Proof of Pearson's chi squared test

10.2k Views Asked by At

i was reading proof of this theorem on http://ocw.mit.edu/courses/mathematics/18-443-statistics-for-applications-fall-2003/lecture-notes/lec23.pdf

They showed, that $\frac{v_j-np_j}{\sqrt{np_j}} \stackrel{D}{\longrightarrow} N(0,1-p_j)$. I don't understand however why

$\sum_{j=1}^r \frac{(v_j-np_j)^2}{np_j} \stackrel{D}{\longrightarrow} \sum_{i=1}^r Z_i^2$

holds?

I know that if $X_n \stackrel{D}{\longrightarrow} X$, then for every continuous function $f$ we have $f(X_n) \stackrel{D}{\longrightarrow} f(X)$, so $\frac{(v_j-np_j)^2}{np_j} \stackrel{D}{\longrightarrow} Z_j^2$. But I know as well, that it's not true that $X_n \stackrel{D}{\longrightarrow} X$ and $Y_n \stackrel{D}{\longrightarrow} Y$ imply $X_n+Y_n \stackrel{D}{\longrightarrow} X+Y$.

3

There are 3 best solutions below

1
On BEST ANSWER

If $X_n$ and $Y_n$ are independent then it's true: the characteristic function of $X_n + Y_n$ is $E[e^{iu(X_n + Y_n)}] = E[e^{iuX_n}]E[e^{iuY_n}]$

Since $X_n$ and $Y_n$ converge in distribution to $X$ and $Y$, we have

$$\lim_{n \to \infty} E[e^{iu(X_n + Y_n)}] = E[e^{iuX}]E[e^{iuY}] =E[e^{iu(X + Y)}] $$

Since the characteristic function of $X_n + Y_n$ is tending to the characteristic function of $X + Y$, you can conclude that $$X_n + Y_n \stackrel{D}{\longrightarrow} X+Y$$

1
On

In the attached paper Z_i is distributed N(0,1-p_i) for all i as stated in the paper (underscore is used to denote subscripts here). So since (v_i - np_i)/sqrt(np_i) converges to N(0,1-p_i) for all i, we have that (v_i - np_i)^2/np_i converges to (Z_i)^2 for all I. That should clear up the first part.
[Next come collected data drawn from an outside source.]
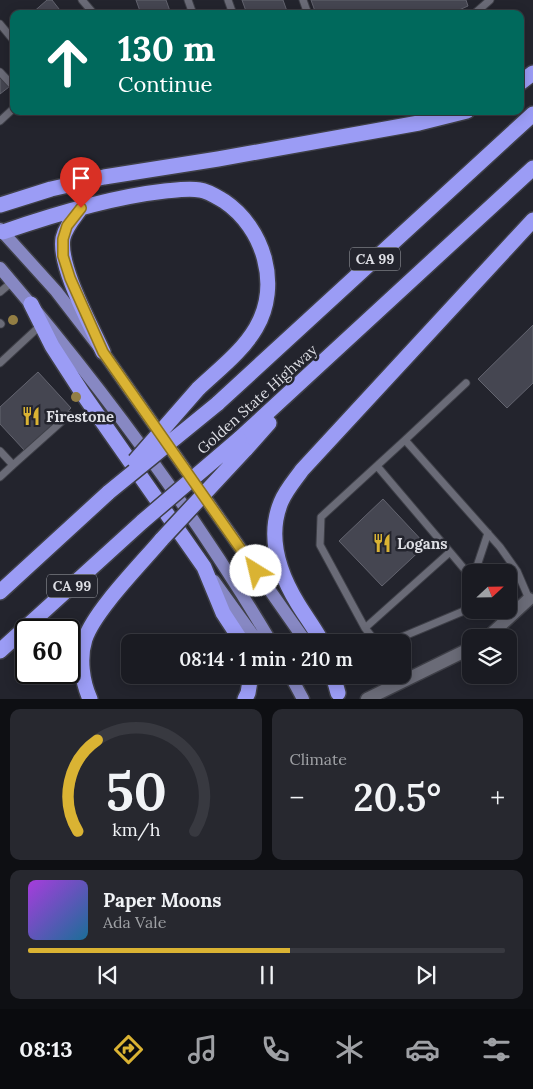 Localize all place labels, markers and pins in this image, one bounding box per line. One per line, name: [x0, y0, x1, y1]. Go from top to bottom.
pin: [60, 157, 102, 208]
restaurant icon: Firestone: [20, 405, 42, 427]
place label: Firestone: [46, 407, 114, 426]
restaurant icon: Logans: [371, 532, 393, 554]
place label: Logans: [397, 534, 448, 553] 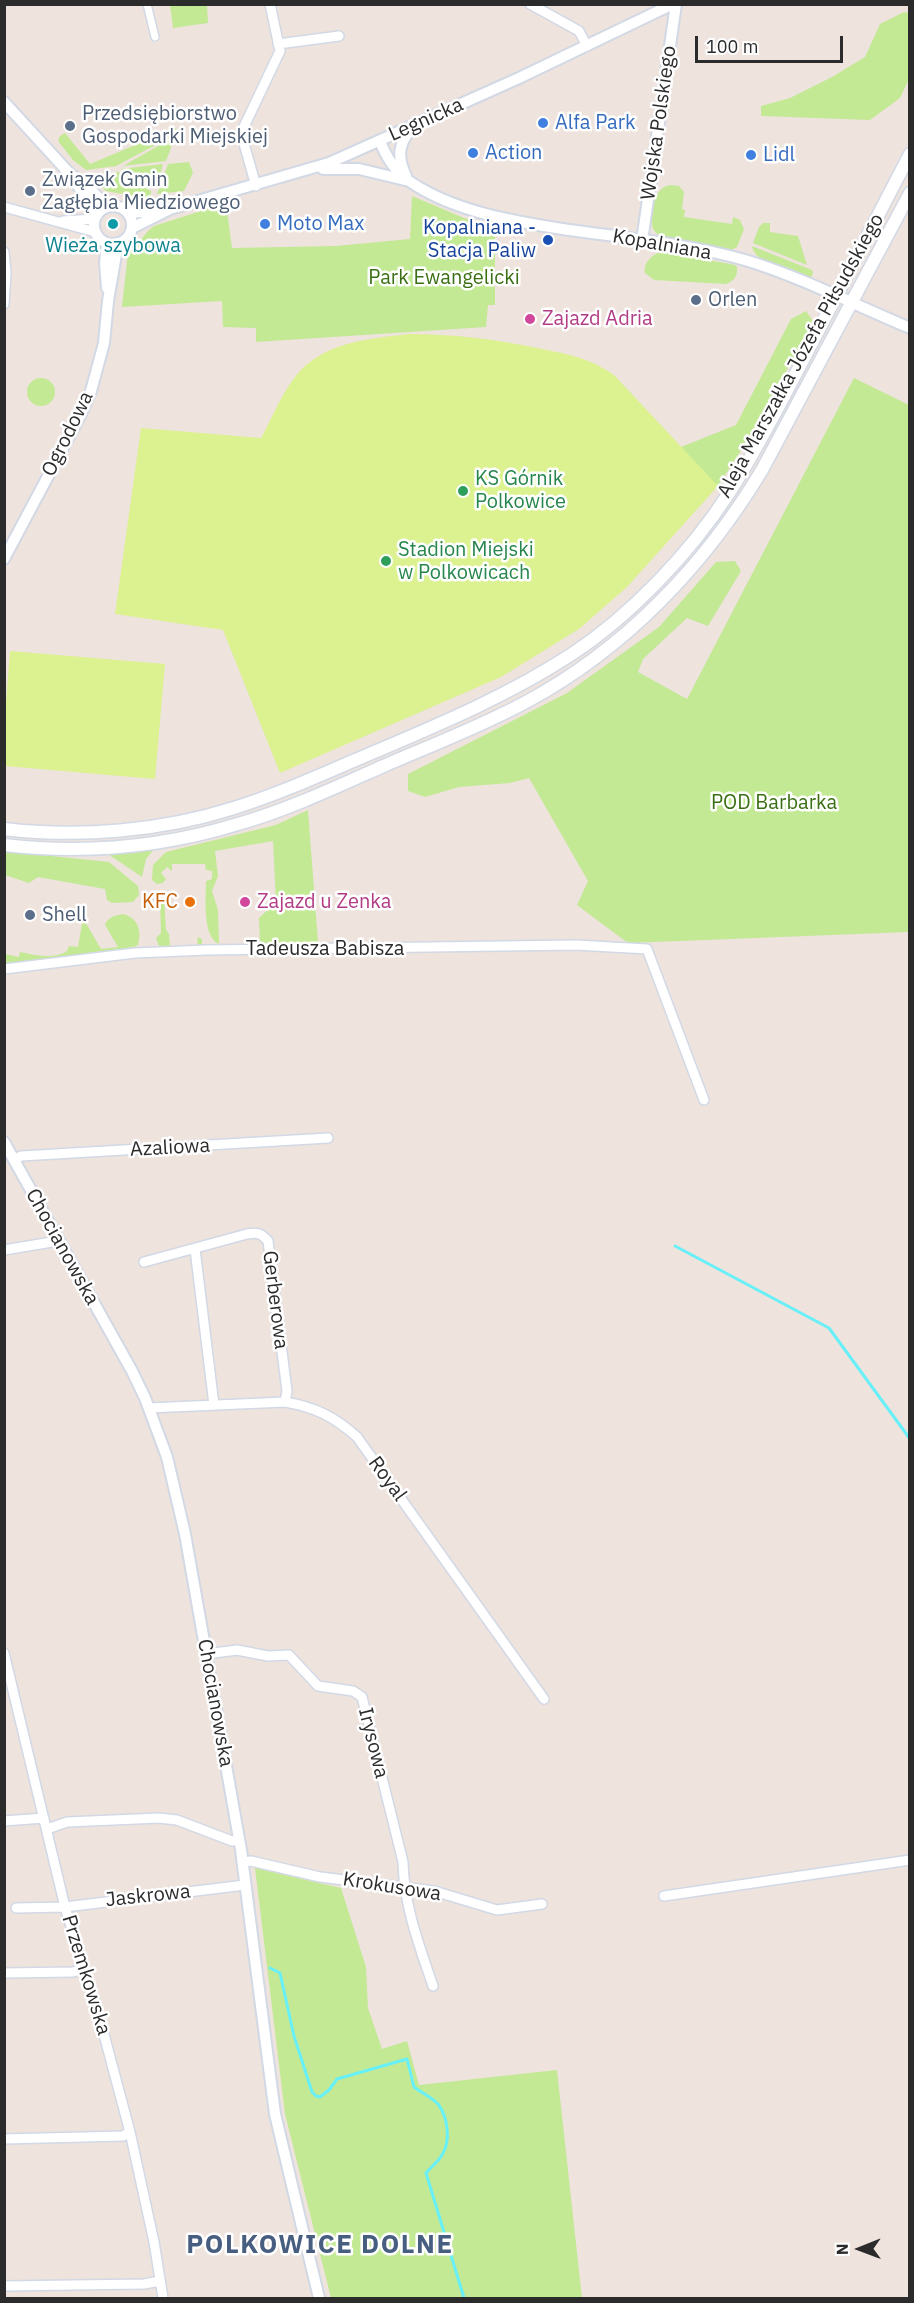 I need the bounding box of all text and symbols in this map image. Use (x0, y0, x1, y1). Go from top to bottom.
scale bar (698, 24, 846, 62)
text: 100 m (706, 35, 758, 58)
street label: Wojska Polskiego (636, 44, 682, 202)
street label: Legnicka (385, 93, 467, 147)
place label: Przedsiębiorstwo Gospodarki Miejskiej (82, 102, 268, 149)
place label: Alfa Park (555, 111, 636, 135)
marker: Alfa Park (536, 116, 550, 130)
marker: Przedsiębiorstwo Gospodarki Miejskiej (63, 119, 77, 133)
place label: Action (485, 141, 542, 165)
place label: Lidl (763, 143, 795, 167)
marker: Action (466, 146, 480, 160)
marker: Lidl (744, 148, 758, 162)
place label: Związek Gmin Zagłębia Miedziowego (42, 168, 240, 215)
marker: Związek Gmin Zagłębia Miedziowego (23, 184, 37, 198)
street label: Aleja Marszałka Józefa Piłsudskiego (713, 210, 889, 502)
place label: Moto Max (277, 212, 364, 236)
place label: Kopalniana - Stacja Paliw (423, 216, 536, 263)
marker: Wieża szybowa (106, 217, 120, 231)
marker: Moto Max (258, 217, 272, 231)
street label: Kopalniana (611, 224, 713, 266)
marker: Kopalniana - Stacja Paliw (541, 233, 555, 247)
place label: Wieża szybowa (45, 234, 181, 258)
park label: Park Ewangelicki (368, 266, 520, 290)
place label: Orlen (708, 288, 757, 312)
marker: Orlen (689, 293, 703, 307)
place label: Zajazd Adria (542, 307, 653, 331)
marker: Zajazd Adria (523, 312, 537, 326)
street label: Ogrodowa (37, 388, 99, 480)
place label: KS Górnik Polkowice (475, 467, 566, 514)
marker: KS Górnik Polkowice (456, 484, 470, 498)
place label: Stadion Miejski w Polkowicach (398, 538, 534, 585)
marker: Stadion Miejski w Polkowicach (379, 554, 393, 568)
park label: POD Barbarka (711, 791, 837, 815)
place label: KFC (142, 890, 178, 914)
place label: Zajazd u Zenka (257, 890, 391, 914)
marker: KFC (183, 895, 197, 909)
marker: Zajazd u Zenka (238, 895, 252, 909)
place label: Shell (42, 903, 87, 927)
marker: Shell (23, 908, 37, 922)
street label: Tadeusza Babisza (246, 937, 404, 961)
street label: Azaliowa (129, 1134, 211, 1162)
street label: Chocianowska (20, 1185, 104, 1309)
street label: Gerberowa (257, 1249, 293, 1351)
street label: Royal (363, 1452, 411, 1506)
street label: Chocianowska (192, 1637, 238, 1769)
street label: Irysowa (353, 1705, 393, 1781)
street label: Krokusowa (341, 1867, 443, 1907)
street label: Jaskrowa (104, 1880, 192, 1912)
street label: Przemkowska (56, 1912, 116, 2038)
north arrow (830, 2219, 890, 2279)
district label: POLKOWICE DOLNE (186, 2229, 454, 2261)
text: N (832, 2243, 852, 2255) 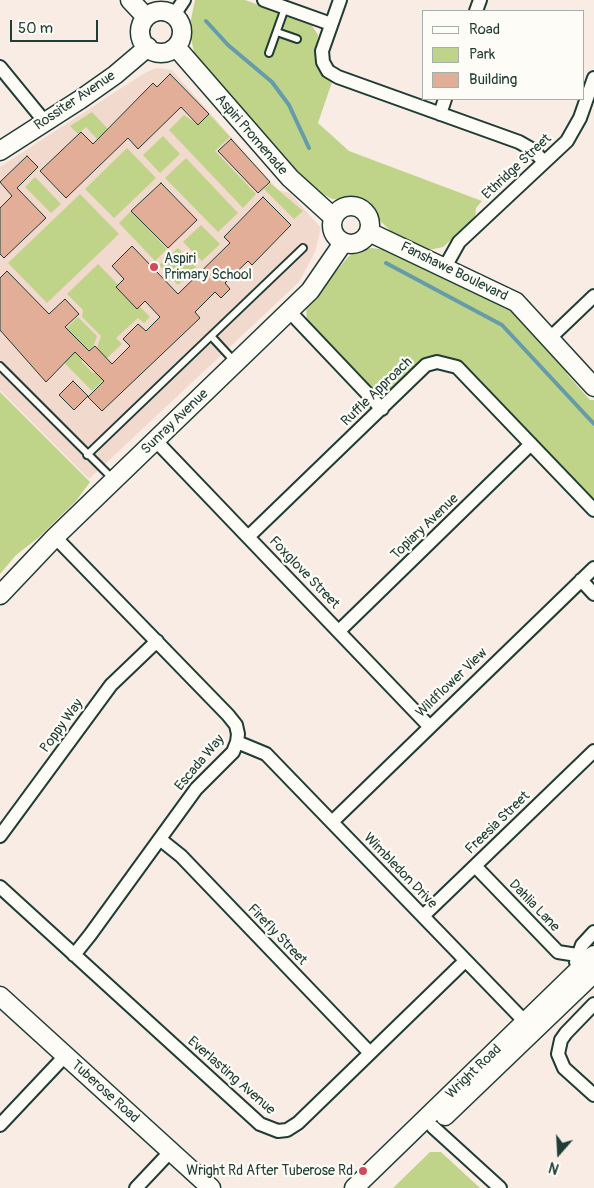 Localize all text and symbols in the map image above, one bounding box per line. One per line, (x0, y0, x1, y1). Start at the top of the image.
scale bar (12, 10, 100, 42)
legend (422, 10, 584, 100)
text: 50 m (18, 19, 53, 38)
text: Road (469, 20, 500, 39)
text: Park (469, 45, 495, 64)
street label: Rossiter Avenue (31, 68, 119, 134)
text: Building (469, 70, 517, 89)
street label: Aspiri Promenade (211, 91, 291, 179)
street label: Ethridge Street (479, 131, 555, 203)
street label: Fanshawe Boulevard (398, 239, 510, 305)
place label: Aspiri Primary School (164, 251, 252, 284)
marker: Aspiri Primary School (148, 261, 160, 273)
street label: Ruffle Approach (338, 354, 416, 430)
street label: Sunray Avenue (138, 386, 212, 458)
street label: Topiary Avenue (388, 491, 462, 563)
street label: Foxglove Street (265, 533, 343, 613)
street label: Wildflower View (413, 645, 491, 721)
street label: Poppy Way (37, 696, 87, 756)
street label: Escada Way (172, 732, 228, 794)
street label: Freesia Street (462, 788, 534, 858)
street label: Wimbledon Drive (360, 830, 440, 912)
street label: Dahlia Lane (505, 876, 563, 936)
street label: Firefly Street (244, 901, 310, 969)
street label: Everlasting Avenue (184, 1033, 278, 1119)
street label: Wright Road (443, 1041, 505, 1103)
street label: Tuberose Road (68, 1057, 142, 1127)
north arrow (534, 1128, 584, 1178)
text: N (547, 1158, 561, 1177)
place label: Wright Rd After Tuberose Rd (186, 1163, 353, 1179)
marker: Wright Rd After Tuberose Rd (357, 1165, 369, 1177) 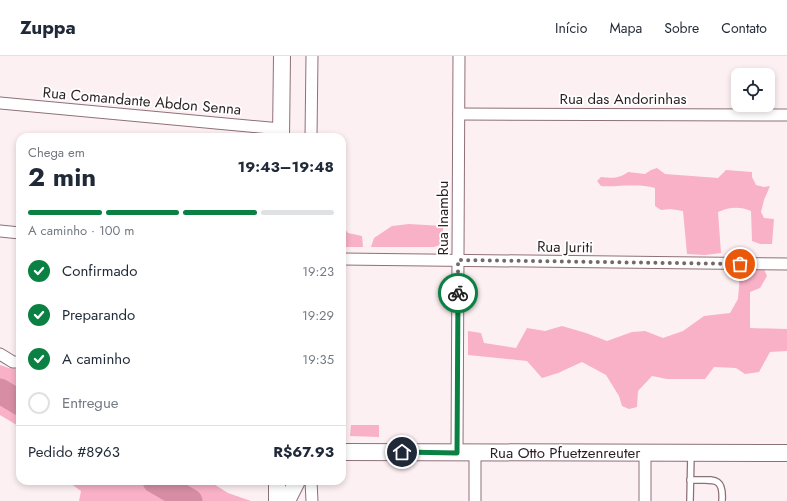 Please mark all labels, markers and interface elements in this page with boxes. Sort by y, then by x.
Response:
text: Zuppa [20,14,76,41]
text: Início [555,18,587,38]
text: Mapa [609,18,642,38]
text: Sobre [664,18,699,38]
text: Contato [721,18,767,38]
map controls [731,68,775,112]
button: locate [731,68,775,112]
street label: Rua Comandante Abdon Senna [42,81,242,121]
street label: Rua das Andorinhas [560,88,686,110]
text: Chega em [28,143,85,162]
text: 19:43–19:48 [238,156,334,178]
text: 2 min [28,158,96,196]
street label: Rua Inambu [432,181,454,255]
text: A caminho · 100 m [28,221,134,240]
street label: Rua Juriti [537,236,593,258]
pin [723,247,757,281]
icon: bag [729,253,751,275]
icon: check [28,260,50,282]
text: Confirmado [62,260,137,282]
text: 19:23 [302,262,334,281]
courier [438,273,478,313]
icon: bike [447,282,469,304]
icon: check [28,304,50,326]
text: Preparando [62,304,135,326]
text: 19:29 [302,306,334,325]
icon: check [28,348,50,370]
text: A caminho [62,348,130,370]
text: 19:35 [302,350,334,369]
text: Entregue [62,392,119,414]
pin [385,435,419,469]
text: Pedido #8963 [28,441,120,463]
text: R$67.93 [273,441,334,463]
icon: home [391,441,413,463]
street label: Rua Otto Pfuetzenreuter [490,442,641,464] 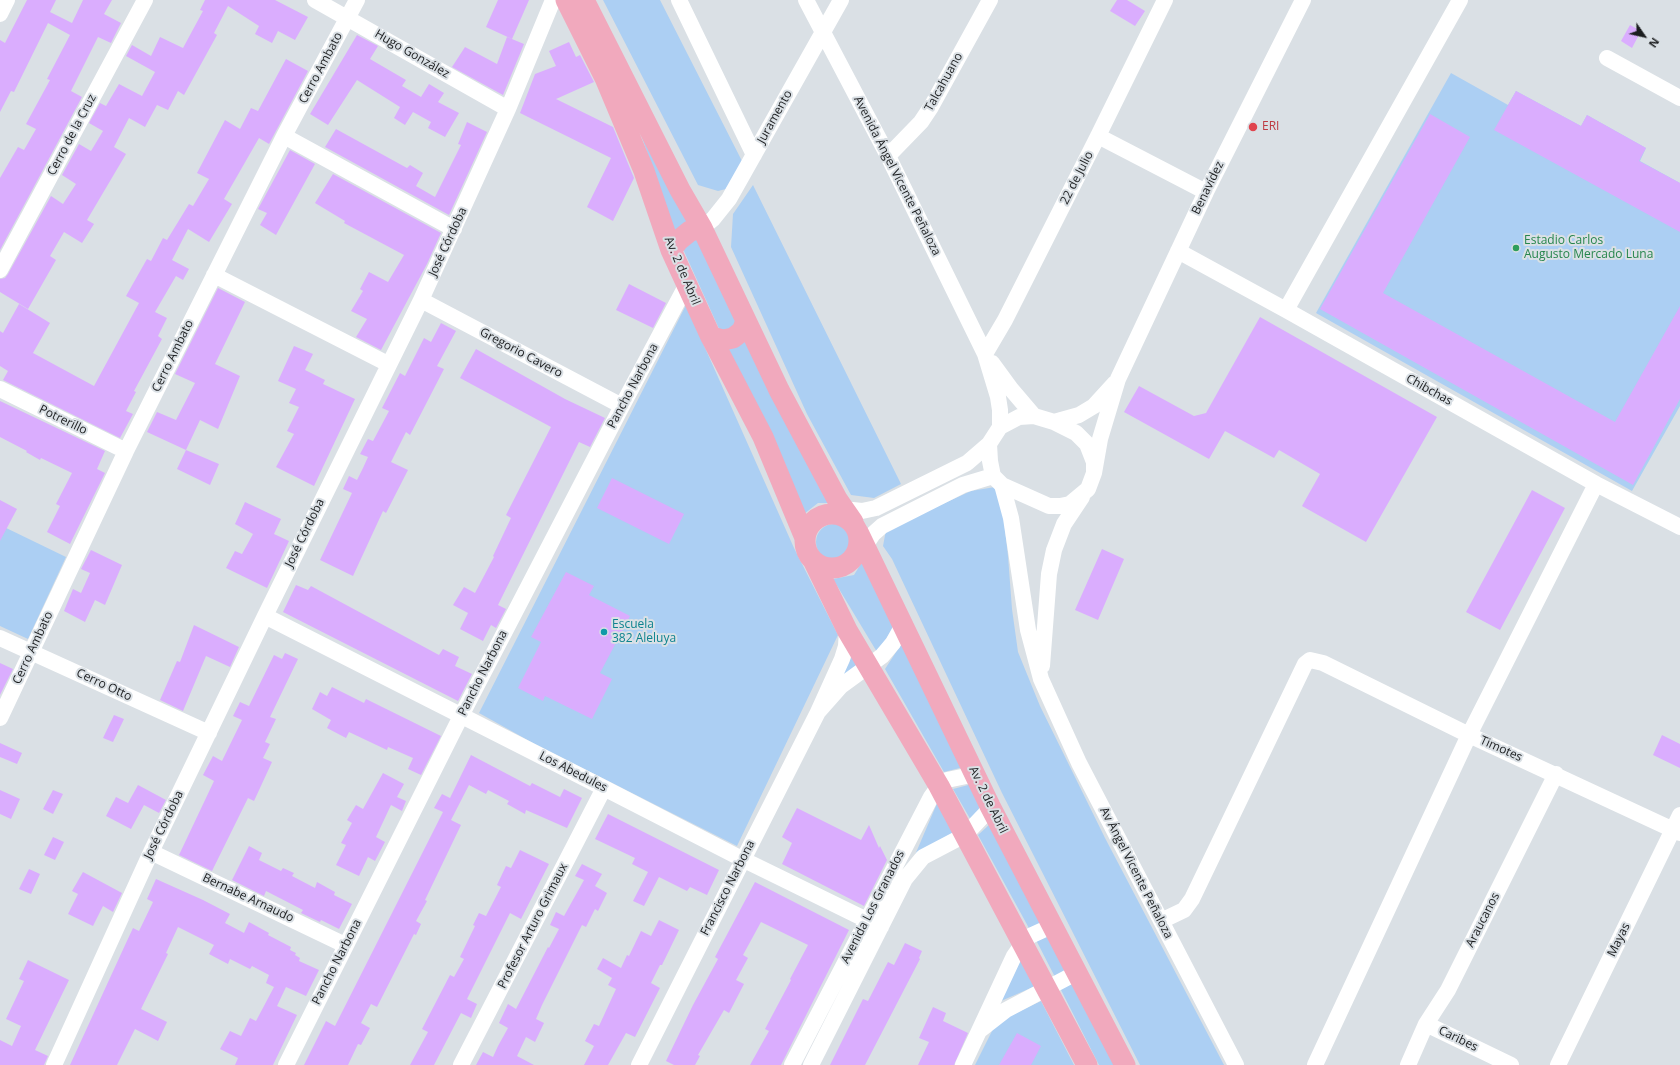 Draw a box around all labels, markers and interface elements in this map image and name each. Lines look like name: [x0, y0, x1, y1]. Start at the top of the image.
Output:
north arrow: [1624, 16, 1664, 56]
street label: Hugo González: [372, 27, 452, 81]
street label: Cerro Ambato: [296, 30, 346, 106]
text: N: [1646, 35, 1663, 51]
street label: Talcahuano: [922, 50, 966, 114]
street label: Juramento: [754, 88, 796, 146]
street label: Cerro de la Cruz: [45, 92, 99, 178]
street label: Avenida Ángel Vicente Peñaloza: [850, 94, 944, 258]
place label: ERI: [1262, 120, 1279, 134]
marker: ERI: [1247, 121, 1259, 133]
street label: 22 de Julio: [1057, 149, 1097, 207]
street label: Benavídez: [1189, 159, 1227, 217]
street label: José Córdoba: [426, 205, 470, 279]
place label: Estadio Carlos Augusto Mercado Luna: [1524, 234, 1653, 262]
street label: Av. 2 de Abril: [661, 235, 703, 307]
marker: Estadio Carlos Augusto Mercado Luna: [1511, 243, 1521, 253]
street label: Cerro Ambato: [149, 318, 197, 394]
street label: Gregorio Cavero: [477, 325, 565, 381]
street label: Pancho Narbona: [605, 341, 661, 431]
street label: Chibchas: [1403, 371, 1455, 409]
street label: Potrerillo: [37, 402, 89, 438]
street label: José Córdoba: [282, 496, 328, 570]
street label: Cerro Ambato: [10, 609, 56, 687]
place label: Escuela 382 Aleluya: [612, 618, 676, 646]
marker: Escuela 382 Aleluya: [599, 627, 609, 637]
street label: Pancho Narbona: [455, 628, 511, 718]
street label: Cerro Otto: [74, 666, 134, 704]
street label: Timotes: [1478, 733, 1524, 765]
street label: Los Abedules: [537, 749, 609, 795]
street label: Av. 2 de Abril: [966, 764, 1010, 836]
street label: José Córdoba: [141, 788, 187, 862]
street label: Av Ángel Vicente Peñaloza: [1097, 805, 1175, 941]
street label: Francisco Narbona: [698, 838, 758, 938]
street label: Avenida Los Granados: [838, 848, 908, 966]
street label: Profesor Arturo Grimaux: [495, 861, 571, 991]
street label: Bernabe Arnaudo: [200, 871, 296, 925]
street label: Araucanos: [1463, 890, 1503, 950]
street label: Pancho Narbona: [309, 917, 365, 1007]
street label: Mayas: [1605, 921, 1633, 959]
street label: Caribes: [1436, 1023, 1480, 1055]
Also it turns out that X_n -> X and Y_n -> Y does imply X_n + Y_n -> X + Y.

Proof: let eps > 0 be given and choose N sufficiently large such that |X_n - X|,|Y_n - Y| < eps/2 for all n >= N. Then |(X_n - X) + (Y_n - Y)| <= |X_n - X| + |Y_n - Y| < eps/2 + eps/2 = eps for all n >= N. Since eps > 0 was chosen arbitrarily, we have that X_n + Y_n -> X + Y.

10
On

If we write $Z_i = \frac{O_i-np_i}{\sqrt{np_i}}$ as in the leture notes, the idea is that the vector $Z\to\mathcal N(0,\Sigma)$, a multivariate normal distribution, where

$$\Sigma=\text{Cov}(Z)=\begin{bmatrix} 1-p_1 & -\sqrt{p_1 p_2} & \cdots \\ -\sqrt{p_1 p_2} & 1-p_2 & \cdots \\ \vdots & \vdots & \ddots \end{bmatrix}.$$

If we compute $\text{Det}(\Sigma-\lambda I)=(1-\lambda)^{n-1}\lambda$ we get that $\Sigma$ has $n-1$ eigenvalues that are 1 and one that is 0. (The computation is made easy by the fact that $\Sigma=I-pp^T$ for $p=(\sqrt{p_1},\sqrt{p_2},\dots)$, and Sylvester's theorem.)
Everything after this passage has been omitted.